# WHAT YOU SHOULD DO:
Without any change, set down every record below.

_____

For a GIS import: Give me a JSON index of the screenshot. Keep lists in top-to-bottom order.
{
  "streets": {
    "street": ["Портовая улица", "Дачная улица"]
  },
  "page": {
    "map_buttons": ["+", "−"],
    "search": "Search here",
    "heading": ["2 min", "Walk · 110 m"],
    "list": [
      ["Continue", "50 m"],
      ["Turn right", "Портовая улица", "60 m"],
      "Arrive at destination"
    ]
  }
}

_____

# OUTPUT OF THE TASK:
For a GIS import: Give me a JSON index of the screenshot. Keep lists in top-to-bottom order.
{
  "streets": {
    "street": ["Портовая улица", "Дачная улица"]
  },
  "page": {
    "map_buttons": ["+", "−"],
    "search": "Search here",
    "heading": ["2 min", "Walk · 110 m"],
    "list": [
      ["Continue", "50 m"],
      ["Turn right", "Портовая улица", "60 m"],
      "Arrive at destination"
    ]
  }
}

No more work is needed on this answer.